Another Fokker monoplane test-flown before the first contest was the Fokker V.20, also a mid-wing design. It used the fuselage, control surfaces and undercarriage of the Fokker V 186  (one of the Fokker D.VIII prototypes) in its construction. It was powered by a Mercedes D III liquid-cooled, inline engine rated at 118 kW (160 hp) and equipped with a car-type frontal radiator. It took only five and a half days to assemble the aircraft7 . In the opinion of the test pilots, however, it was handicapped by poor downward vision.

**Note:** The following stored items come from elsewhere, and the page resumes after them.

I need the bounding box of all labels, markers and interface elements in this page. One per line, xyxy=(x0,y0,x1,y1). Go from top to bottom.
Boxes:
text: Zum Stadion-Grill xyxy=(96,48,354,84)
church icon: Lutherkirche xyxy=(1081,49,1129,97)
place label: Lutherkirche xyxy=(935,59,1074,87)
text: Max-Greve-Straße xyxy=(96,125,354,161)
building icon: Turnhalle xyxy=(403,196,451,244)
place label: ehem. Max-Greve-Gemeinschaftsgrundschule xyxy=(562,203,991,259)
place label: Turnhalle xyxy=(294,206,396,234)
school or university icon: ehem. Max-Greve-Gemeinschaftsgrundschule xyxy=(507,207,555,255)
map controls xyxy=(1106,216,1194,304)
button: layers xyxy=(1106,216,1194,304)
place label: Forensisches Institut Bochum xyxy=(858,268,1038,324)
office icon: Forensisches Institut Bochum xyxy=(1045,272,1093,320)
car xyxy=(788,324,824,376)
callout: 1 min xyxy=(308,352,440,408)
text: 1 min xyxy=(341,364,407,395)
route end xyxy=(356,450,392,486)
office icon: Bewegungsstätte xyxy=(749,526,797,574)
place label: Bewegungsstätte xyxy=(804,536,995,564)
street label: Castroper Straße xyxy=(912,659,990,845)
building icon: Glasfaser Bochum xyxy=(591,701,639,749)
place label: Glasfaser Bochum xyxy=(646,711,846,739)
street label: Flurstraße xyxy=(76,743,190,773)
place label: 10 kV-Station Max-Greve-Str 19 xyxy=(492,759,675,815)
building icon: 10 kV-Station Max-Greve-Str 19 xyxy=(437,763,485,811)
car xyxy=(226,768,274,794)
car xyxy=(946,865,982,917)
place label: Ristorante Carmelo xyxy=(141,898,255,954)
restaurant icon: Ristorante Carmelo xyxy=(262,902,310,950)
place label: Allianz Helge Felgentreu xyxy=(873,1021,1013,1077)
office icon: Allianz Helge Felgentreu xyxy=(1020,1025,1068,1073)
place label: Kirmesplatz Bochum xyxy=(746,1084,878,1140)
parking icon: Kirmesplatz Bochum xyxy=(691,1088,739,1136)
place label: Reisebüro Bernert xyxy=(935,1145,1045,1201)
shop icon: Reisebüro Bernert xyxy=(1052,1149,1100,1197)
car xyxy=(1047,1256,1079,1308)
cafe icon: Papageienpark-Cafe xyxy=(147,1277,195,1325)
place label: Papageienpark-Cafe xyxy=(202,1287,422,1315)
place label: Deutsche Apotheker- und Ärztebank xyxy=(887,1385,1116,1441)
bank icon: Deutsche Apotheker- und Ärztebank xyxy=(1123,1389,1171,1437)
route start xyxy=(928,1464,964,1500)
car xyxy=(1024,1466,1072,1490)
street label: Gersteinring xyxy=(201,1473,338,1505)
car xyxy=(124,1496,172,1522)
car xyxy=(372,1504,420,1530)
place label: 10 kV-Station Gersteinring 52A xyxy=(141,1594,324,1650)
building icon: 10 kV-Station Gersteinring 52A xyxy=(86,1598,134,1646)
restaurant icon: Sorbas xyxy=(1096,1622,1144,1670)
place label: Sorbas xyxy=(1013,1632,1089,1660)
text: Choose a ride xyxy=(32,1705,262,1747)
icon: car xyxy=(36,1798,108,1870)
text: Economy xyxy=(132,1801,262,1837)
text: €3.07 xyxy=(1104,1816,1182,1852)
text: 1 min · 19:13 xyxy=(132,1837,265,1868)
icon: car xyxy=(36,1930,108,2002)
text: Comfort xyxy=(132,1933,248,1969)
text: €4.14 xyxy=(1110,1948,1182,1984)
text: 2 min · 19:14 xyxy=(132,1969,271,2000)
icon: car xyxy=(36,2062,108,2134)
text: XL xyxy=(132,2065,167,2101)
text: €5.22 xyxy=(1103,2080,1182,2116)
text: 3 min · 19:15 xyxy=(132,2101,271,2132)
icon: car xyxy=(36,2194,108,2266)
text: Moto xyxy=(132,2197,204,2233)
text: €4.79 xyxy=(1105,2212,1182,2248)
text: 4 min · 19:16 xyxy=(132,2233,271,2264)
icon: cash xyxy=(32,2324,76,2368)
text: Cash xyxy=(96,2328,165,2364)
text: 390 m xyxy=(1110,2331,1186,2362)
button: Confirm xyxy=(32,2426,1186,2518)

The Fokker V.23 was the third mid-wing monoplane fighter design prepared specially for the second contest. It was powered by a Mercedes D III inline engine. The aircraft was fitted with a new wooden, plywood-covered, twin-spar cantilever wing. The wings were of trapezoidal shape with rounded wingtips. The fuselage aft of the cockpit was ridged to form a streamlined fairing. With a total weight of 848 kg, the aircraft was able to climb to 1000 metres in three minutes, and to 5000 metres in 29.8 minutes. Its climb rate was far superior to that of the Fokker D. VII fitted with the same powerplant. Pilots who flew the Fokker V.23 claimed that its major drawback was the poor downward view (blocked by the wing). On the other hand, they praised it for its high climb rate and manoeuvrability, though they also made reference to a lack of longitudinal stability.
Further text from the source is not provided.